EXERCISE DETAILS> If a line in the entries contains the string "white", include that line in your answer.
------ EXTRACTED RECORDS ------
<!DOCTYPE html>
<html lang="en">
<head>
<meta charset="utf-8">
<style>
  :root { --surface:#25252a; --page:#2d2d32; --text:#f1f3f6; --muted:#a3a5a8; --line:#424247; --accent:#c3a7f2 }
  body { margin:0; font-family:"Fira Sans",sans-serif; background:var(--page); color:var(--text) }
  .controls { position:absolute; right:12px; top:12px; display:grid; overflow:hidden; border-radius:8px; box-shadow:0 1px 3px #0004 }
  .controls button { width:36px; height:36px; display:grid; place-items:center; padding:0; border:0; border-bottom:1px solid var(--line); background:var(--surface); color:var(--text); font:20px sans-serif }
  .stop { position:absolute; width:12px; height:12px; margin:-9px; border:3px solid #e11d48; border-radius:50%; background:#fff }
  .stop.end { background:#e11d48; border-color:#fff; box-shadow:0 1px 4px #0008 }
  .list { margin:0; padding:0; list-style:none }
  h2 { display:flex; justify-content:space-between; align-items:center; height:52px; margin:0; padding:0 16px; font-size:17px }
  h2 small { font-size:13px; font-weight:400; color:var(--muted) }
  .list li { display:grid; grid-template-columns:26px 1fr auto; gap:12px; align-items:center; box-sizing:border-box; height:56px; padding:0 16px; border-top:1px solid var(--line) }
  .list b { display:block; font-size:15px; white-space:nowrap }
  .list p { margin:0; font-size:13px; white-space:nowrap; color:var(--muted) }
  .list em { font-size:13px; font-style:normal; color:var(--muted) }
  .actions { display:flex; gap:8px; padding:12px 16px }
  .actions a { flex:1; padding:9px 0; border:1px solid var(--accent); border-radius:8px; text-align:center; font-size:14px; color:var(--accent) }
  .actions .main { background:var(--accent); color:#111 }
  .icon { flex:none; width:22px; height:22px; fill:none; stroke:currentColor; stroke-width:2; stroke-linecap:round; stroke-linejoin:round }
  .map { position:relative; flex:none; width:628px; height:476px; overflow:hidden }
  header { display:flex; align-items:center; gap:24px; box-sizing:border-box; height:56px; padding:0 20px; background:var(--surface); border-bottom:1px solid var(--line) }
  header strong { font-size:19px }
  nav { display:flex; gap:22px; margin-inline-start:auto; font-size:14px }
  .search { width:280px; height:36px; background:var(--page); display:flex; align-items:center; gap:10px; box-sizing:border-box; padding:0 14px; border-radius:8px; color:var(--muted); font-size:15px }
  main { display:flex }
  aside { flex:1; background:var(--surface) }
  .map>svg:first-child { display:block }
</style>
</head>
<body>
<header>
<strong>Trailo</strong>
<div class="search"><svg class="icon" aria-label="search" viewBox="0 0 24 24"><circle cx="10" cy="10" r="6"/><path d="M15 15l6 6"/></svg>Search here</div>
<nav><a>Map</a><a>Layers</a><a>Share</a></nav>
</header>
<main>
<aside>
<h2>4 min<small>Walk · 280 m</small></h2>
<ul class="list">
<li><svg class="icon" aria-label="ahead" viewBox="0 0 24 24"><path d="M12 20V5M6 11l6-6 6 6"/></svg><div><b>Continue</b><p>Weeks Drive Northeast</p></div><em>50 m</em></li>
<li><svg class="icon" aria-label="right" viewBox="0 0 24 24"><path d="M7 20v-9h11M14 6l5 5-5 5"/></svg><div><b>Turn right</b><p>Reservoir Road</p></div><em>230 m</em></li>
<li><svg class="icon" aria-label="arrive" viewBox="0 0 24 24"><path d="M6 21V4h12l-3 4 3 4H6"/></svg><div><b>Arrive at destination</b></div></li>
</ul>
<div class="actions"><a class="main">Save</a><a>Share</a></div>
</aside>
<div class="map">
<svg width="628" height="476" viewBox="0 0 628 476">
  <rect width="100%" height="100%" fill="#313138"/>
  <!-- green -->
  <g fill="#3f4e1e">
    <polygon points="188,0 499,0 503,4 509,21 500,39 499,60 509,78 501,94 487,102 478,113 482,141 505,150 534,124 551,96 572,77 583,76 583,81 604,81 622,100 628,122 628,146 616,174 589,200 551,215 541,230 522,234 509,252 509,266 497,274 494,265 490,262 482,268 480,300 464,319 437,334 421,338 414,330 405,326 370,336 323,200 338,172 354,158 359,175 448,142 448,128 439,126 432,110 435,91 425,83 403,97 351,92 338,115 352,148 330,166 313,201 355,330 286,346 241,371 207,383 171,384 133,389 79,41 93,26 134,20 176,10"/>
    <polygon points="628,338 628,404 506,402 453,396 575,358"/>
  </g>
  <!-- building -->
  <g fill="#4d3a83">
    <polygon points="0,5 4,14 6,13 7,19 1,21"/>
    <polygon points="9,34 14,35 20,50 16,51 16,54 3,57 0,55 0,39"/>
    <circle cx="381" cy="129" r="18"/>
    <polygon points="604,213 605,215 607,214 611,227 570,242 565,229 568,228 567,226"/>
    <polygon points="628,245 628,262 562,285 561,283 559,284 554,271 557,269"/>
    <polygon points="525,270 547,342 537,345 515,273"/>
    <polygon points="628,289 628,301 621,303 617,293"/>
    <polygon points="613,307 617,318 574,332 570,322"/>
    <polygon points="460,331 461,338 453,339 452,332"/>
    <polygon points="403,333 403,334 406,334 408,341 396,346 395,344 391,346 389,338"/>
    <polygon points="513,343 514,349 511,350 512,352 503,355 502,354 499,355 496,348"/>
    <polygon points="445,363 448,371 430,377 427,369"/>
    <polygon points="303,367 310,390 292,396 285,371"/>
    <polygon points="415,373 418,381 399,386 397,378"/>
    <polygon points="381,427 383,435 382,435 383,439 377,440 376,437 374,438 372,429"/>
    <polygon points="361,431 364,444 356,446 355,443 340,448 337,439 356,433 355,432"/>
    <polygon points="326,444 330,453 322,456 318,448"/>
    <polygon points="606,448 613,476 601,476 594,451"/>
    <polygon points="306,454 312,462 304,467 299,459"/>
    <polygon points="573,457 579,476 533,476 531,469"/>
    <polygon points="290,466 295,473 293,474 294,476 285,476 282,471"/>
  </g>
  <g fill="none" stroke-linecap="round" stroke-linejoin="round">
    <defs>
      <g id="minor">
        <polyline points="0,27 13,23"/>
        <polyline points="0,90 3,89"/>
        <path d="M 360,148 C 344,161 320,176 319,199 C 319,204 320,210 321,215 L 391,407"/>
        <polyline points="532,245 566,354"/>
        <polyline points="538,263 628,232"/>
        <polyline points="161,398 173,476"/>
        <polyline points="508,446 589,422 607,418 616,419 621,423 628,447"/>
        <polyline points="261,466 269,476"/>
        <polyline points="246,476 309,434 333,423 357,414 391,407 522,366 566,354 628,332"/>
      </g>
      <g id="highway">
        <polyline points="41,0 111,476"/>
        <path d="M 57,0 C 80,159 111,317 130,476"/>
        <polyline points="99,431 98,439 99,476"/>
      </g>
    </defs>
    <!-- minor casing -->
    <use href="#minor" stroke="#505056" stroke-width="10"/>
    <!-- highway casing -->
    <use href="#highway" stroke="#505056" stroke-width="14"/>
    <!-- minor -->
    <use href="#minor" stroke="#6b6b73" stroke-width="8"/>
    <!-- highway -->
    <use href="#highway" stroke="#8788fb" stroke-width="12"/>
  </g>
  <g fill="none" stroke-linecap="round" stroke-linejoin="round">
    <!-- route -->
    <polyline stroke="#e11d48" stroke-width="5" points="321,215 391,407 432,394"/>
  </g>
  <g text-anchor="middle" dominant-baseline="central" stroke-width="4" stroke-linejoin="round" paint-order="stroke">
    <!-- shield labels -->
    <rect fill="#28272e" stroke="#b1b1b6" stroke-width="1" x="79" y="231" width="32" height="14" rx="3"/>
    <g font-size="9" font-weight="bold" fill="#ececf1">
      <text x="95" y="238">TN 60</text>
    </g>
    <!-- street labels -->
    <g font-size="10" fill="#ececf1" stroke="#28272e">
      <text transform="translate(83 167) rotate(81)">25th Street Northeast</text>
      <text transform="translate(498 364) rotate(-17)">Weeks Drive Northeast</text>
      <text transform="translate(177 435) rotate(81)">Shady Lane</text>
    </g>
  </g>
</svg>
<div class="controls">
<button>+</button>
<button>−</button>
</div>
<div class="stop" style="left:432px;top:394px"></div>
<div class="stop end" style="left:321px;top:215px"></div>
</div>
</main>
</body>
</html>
------
EXERCISE RESULT>
  .list b { display:block; font-size:15px; white-space:nowrap }
  .list p { margin:0; font-size:13px; white-space:nowrap; color:var(--muted) }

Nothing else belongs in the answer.